Moreover, as you can see, even the author of the report is deluding himself into the ridiculous talks of valuations being super cheap while they are actually at historically high levels. Of course, the fact that markets have been overvalued for such an extended period of time — mid 1990s to now — doesn't help to have an objective view, and flaws the perspective.
Sept. 6 (Bloomberg) — The number of chief executive officers cutting profit forecasts fell 38 percent below average last month, even as the slowing economy pushed valuations to the lowest level at the start of September since 1985.
A total of 138 companies reduced earnings forecasts in August, compared with the average of 221 for the same month since 2000, according to data compiled by Bloomberg.

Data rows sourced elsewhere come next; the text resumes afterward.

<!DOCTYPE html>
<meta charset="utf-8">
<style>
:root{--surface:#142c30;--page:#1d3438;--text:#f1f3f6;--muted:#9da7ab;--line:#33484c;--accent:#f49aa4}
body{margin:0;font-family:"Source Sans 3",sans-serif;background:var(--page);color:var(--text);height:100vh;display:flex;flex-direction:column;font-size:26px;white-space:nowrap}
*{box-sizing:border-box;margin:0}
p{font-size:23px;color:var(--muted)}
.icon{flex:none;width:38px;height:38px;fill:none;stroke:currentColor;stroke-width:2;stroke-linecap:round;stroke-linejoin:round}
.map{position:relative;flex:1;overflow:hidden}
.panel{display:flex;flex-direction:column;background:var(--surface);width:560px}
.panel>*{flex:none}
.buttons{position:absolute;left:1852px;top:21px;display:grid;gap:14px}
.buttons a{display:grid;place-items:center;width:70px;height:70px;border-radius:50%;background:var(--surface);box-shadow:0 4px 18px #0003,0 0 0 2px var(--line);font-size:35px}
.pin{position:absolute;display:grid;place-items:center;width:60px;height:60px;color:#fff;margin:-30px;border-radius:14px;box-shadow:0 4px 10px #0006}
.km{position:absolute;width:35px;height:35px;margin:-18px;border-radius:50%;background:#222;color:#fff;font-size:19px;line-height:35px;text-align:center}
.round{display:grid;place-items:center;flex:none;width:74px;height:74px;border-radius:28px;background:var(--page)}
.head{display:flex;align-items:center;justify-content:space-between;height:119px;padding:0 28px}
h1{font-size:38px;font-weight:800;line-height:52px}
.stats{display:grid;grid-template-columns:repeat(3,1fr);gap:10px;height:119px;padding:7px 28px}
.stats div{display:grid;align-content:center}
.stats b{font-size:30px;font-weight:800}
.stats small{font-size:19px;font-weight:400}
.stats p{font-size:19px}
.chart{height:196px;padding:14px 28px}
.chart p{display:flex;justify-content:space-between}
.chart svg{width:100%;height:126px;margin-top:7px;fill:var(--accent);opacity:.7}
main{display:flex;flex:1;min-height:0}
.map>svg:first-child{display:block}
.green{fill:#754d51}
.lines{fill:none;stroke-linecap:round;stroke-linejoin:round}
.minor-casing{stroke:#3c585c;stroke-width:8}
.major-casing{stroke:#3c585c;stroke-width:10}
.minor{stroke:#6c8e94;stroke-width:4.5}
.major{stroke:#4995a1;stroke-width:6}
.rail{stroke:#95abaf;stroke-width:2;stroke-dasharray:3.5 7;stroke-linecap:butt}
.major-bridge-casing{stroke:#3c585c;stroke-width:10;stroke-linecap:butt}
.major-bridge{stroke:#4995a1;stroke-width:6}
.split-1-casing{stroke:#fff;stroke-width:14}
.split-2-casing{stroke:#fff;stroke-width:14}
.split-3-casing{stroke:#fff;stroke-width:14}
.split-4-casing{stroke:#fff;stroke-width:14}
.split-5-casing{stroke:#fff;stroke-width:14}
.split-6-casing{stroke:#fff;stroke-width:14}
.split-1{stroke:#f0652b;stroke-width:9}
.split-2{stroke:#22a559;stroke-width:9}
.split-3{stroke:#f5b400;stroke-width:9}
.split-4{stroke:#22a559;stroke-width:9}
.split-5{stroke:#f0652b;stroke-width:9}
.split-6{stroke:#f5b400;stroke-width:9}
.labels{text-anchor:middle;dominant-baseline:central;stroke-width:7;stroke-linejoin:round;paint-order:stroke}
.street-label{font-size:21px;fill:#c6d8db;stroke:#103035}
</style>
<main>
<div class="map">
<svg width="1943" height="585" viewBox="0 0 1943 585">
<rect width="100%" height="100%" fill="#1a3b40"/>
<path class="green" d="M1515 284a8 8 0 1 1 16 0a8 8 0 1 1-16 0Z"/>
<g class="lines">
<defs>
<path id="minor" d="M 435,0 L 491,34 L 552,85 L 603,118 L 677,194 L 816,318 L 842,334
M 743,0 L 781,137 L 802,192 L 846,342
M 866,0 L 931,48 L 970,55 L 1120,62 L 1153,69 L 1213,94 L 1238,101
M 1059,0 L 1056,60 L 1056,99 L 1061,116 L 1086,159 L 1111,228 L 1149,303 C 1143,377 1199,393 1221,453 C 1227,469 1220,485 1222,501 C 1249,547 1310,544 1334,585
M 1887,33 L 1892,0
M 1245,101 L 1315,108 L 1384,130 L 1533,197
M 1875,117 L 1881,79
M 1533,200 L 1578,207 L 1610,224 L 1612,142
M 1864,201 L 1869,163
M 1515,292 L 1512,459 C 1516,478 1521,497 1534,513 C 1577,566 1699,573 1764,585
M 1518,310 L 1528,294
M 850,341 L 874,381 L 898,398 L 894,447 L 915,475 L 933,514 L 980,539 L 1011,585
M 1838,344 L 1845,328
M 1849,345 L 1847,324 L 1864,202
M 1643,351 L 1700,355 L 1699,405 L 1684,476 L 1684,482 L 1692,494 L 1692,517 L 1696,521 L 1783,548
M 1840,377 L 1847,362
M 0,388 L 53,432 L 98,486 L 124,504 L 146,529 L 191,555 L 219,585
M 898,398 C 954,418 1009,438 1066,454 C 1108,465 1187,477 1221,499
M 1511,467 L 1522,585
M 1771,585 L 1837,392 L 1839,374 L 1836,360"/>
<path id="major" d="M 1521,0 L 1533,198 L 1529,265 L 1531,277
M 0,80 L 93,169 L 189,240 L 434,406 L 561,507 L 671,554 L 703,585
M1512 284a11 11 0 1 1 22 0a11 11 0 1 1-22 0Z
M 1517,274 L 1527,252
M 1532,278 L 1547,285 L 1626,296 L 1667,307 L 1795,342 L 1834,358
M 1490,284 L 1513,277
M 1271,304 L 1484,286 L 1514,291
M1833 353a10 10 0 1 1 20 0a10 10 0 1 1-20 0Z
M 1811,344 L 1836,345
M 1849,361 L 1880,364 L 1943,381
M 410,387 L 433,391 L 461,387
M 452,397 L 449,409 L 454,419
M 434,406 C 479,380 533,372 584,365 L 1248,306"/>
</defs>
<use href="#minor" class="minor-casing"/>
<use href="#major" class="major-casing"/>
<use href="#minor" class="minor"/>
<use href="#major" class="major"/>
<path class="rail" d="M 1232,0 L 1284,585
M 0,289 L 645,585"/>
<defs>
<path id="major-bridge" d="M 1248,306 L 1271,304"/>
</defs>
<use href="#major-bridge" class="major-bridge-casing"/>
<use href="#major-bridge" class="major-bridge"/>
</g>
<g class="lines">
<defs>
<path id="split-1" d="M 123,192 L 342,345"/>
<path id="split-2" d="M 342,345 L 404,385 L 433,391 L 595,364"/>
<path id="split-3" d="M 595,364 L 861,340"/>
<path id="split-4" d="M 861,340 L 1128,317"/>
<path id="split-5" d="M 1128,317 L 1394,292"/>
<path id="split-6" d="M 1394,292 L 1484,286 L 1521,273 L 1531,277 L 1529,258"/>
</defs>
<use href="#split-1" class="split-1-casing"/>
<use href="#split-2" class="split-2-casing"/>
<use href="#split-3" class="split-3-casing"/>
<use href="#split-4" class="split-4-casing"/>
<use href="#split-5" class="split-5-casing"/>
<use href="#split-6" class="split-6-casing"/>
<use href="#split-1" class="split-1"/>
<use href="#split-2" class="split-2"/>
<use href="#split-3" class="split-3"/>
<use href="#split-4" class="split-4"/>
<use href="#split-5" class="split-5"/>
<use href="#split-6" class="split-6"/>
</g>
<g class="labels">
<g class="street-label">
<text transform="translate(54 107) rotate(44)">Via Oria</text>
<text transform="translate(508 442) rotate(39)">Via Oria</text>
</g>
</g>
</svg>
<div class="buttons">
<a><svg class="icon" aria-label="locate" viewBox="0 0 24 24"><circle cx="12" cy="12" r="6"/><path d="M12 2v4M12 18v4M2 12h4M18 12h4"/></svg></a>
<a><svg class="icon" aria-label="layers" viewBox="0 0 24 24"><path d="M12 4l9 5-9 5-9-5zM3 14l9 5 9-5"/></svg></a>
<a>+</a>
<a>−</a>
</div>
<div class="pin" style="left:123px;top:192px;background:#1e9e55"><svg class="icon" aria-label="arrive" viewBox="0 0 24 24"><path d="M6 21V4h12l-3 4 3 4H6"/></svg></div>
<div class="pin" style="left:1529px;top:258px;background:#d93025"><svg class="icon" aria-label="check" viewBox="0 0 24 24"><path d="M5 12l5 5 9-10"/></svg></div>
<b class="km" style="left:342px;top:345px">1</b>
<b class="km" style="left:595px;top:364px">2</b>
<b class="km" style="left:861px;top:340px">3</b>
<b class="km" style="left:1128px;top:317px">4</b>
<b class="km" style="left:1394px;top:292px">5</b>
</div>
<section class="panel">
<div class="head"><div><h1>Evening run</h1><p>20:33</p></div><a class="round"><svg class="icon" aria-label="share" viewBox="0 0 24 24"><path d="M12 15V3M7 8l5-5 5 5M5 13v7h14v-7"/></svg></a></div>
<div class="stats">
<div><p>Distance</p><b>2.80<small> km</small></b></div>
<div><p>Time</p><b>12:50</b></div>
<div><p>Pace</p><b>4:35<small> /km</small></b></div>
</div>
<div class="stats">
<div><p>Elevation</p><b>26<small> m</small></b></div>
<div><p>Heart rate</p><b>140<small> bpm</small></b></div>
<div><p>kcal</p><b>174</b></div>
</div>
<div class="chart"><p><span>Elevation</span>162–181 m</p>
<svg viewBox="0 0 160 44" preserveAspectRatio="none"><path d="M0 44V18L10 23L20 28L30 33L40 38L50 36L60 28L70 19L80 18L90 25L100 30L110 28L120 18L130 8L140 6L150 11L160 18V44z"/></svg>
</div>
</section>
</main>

At the same time, the Standard & Poor’s 500 Index slumped 5.7 percent, pushing its price-earnings ratio to 13.3, the data show.

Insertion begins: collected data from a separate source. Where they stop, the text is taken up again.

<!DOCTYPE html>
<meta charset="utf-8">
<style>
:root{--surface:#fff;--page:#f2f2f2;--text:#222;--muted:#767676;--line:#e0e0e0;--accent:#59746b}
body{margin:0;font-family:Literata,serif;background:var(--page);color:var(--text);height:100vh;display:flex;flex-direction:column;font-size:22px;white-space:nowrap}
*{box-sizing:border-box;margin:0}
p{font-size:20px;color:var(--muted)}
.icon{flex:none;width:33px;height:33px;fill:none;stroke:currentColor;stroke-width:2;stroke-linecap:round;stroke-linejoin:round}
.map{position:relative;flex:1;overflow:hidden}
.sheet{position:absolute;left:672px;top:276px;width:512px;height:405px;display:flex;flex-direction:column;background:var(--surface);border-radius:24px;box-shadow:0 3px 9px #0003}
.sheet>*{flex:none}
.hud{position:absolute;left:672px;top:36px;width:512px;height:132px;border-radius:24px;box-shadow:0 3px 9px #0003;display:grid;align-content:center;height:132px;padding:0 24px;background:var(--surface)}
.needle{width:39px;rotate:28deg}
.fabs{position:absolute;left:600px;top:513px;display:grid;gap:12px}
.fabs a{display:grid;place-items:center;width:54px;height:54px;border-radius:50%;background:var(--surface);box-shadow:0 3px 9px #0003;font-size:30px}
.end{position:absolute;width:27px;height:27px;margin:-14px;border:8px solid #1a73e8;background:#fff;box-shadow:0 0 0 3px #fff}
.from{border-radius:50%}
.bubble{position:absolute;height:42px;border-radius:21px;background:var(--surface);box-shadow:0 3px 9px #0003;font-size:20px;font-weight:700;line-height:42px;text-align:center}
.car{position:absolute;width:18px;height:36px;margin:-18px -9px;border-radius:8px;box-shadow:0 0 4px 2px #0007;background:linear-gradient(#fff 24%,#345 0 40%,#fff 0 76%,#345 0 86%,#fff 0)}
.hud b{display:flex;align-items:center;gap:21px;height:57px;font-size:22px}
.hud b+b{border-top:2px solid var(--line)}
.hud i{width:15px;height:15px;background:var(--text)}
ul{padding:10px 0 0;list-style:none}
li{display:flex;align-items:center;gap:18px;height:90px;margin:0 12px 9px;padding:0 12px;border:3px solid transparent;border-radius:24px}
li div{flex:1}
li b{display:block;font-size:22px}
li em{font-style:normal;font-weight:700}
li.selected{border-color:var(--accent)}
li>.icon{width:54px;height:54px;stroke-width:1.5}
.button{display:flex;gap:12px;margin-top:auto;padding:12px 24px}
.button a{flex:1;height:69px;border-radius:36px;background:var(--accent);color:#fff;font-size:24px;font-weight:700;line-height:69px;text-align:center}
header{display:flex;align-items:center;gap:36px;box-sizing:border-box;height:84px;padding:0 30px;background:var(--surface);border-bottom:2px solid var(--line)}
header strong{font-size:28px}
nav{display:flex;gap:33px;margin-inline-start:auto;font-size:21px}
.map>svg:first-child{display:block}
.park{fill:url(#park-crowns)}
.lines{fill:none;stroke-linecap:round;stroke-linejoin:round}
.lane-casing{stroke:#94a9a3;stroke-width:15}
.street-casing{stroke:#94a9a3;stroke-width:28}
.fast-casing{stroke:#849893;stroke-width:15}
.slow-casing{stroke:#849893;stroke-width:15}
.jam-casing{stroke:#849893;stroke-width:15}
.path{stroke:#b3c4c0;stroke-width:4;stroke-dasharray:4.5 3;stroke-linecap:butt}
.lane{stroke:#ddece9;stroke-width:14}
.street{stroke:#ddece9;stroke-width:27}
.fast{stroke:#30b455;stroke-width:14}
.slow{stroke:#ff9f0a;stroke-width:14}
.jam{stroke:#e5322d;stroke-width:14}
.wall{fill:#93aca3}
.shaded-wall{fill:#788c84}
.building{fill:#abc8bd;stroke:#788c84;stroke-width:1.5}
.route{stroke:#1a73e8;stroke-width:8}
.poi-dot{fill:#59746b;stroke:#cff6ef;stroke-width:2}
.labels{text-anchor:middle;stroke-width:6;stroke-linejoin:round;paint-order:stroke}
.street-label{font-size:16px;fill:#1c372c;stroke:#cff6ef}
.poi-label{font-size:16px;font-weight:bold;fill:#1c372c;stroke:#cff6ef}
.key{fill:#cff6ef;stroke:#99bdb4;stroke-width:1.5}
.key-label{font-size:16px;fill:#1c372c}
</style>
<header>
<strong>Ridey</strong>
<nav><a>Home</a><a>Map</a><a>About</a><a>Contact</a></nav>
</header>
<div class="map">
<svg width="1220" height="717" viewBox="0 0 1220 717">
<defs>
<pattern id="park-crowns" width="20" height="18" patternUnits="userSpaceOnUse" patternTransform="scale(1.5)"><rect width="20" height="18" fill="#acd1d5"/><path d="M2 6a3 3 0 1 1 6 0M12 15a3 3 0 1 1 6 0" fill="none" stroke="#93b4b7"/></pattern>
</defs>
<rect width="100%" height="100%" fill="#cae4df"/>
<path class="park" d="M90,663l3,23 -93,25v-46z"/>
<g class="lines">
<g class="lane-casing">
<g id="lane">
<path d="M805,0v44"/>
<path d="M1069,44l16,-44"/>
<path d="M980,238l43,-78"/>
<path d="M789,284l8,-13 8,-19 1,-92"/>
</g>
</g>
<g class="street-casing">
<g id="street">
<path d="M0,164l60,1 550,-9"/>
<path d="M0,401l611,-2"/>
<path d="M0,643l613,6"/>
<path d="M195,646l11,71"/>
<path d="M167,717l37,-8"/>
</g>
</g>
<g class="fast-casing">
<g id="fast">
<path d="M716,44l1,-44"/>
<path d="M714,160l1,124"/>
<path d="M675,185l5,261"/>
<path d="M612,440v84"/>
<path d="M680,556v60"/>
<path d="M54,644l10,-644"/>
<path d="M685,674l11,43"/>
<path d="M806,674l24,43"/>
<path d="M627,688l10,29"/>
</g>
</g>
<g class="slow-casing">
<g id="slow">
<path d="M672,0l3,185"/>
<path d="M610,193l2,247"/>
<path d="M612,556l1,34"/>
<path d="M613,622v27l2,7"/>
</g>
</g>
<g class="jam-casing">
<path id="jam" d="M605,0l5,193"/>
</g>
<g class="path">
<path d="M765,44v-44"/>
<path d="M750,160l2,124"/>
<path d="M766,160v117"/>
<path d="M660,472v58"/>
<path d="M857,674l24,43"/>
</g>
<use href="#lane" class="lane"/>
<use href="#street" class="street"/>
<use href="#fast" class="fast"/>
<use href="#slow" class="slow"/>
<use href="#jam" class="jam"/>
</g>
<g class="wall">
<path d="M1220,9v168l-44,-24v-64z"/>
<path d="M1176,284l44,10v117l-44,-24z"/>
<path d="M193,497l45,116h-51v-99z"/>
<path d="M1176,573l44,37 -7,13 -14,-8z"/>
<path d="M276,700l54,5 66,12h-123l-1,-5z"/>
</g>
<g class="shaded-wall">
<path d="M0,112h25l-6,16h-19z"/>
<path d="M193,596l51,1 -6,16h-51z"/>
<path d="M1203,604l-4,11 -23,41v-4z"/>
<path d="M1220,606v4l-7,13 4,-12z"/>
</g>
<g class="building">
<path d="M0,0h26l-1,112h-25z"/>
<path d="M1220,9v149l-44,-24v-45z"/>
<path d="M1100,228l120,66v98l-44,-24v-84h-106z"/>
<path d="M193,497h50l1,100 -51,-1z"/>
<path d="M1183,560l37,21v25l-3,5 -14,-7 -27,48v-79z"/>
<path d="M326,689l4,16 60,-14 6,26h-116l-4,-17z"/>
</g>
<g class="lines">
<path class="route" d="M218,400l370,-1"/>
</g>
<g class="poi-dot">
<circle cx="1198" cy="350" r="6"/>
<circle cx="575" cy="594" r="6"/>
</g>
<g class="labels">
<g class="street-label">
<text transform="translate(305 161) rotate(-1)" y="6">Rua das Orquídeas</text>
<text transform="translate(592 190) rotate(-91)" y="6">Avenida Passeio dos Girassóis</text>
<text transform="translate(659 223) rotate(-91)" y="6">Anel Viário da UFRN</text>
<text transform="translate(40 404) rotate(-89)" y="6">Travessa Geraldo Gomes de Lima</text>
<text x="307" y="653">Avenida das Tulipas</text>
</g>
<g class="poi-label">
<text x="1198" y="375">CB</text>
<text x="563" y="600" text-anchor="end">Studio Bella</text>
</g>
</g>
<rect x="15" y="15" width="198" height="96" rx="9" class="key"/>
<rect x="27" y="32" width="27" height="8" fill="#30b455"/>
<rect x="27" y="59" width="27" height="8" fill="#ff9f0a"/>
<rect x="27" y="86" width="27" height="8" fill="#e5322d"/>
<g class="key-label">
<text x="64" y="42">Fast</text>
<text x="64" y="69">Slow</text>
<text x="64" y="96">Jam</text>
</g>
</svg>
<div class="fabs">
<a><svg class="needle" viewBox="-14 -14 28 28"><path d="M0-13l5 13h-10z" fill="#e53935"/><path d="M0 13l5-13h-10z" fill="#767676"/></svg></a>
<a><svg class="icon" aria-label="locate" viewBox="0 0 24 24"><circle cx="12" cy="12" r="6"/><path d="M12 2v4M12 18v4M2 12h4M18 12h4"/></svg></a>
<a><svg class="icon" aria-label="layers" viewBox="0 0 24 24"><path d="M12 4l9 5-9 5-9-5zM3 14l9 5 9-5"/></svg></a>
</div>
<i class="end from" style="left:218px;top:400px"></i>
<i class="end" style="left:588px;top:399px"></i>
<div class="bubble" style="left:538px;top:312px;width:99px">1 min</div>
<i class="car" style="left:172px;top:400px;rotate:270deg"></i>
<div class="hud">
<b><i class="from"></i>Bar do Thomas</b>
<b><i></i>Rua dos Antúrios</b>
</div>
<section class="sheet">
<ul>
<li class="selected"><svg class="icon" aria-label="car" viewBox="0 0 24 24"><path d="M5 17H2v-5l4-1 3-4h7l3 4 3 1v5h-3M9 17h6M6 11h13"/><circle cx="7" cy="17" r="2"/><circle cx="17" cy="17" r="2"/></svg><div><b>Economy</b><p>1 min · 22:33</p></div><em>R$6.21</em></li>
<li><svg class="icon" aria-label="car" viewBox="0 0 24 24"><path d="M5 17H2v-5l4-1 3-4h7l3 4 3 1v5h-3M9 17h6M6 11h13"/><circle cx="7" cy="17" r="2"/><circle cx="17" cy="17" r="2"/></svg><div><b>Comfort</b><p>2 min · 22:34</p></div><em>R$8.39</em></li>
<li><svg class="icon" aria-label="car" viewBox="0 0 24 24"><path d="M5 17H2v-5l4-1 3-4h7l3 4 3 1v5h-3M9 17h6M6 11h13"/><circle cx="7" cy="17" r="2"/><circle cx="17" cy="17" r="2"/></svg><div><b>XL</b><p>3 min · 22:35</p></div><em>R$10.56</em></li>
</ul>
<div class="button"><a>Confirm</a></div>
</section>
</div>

“The bulls would say there’s more resilience,” Jeremy Zirin, who helps oversee $774 billion as New York-based chief U.S. equity strategist at UBS Wealth Management Americas, said in a phone interview on Sept. 1. “Companies aren’t seeing what consumers are seeing. The turmoil in markets and the weakness in some of the data was more of a reflection of policy makers’ inaction or lack of decisiveness both here and in Europe, rather than a true reflection of real economic prospects, which are not great, but also not recessionary.”
My opinion is that CEOs have become cheerleaders for the stock price of their company, being highly incentivised by massive stock options to try and keep the price high. So they will never say anything that might hurt the stock price, even if it means to hide the truth (polite way to say: they will lie when needed).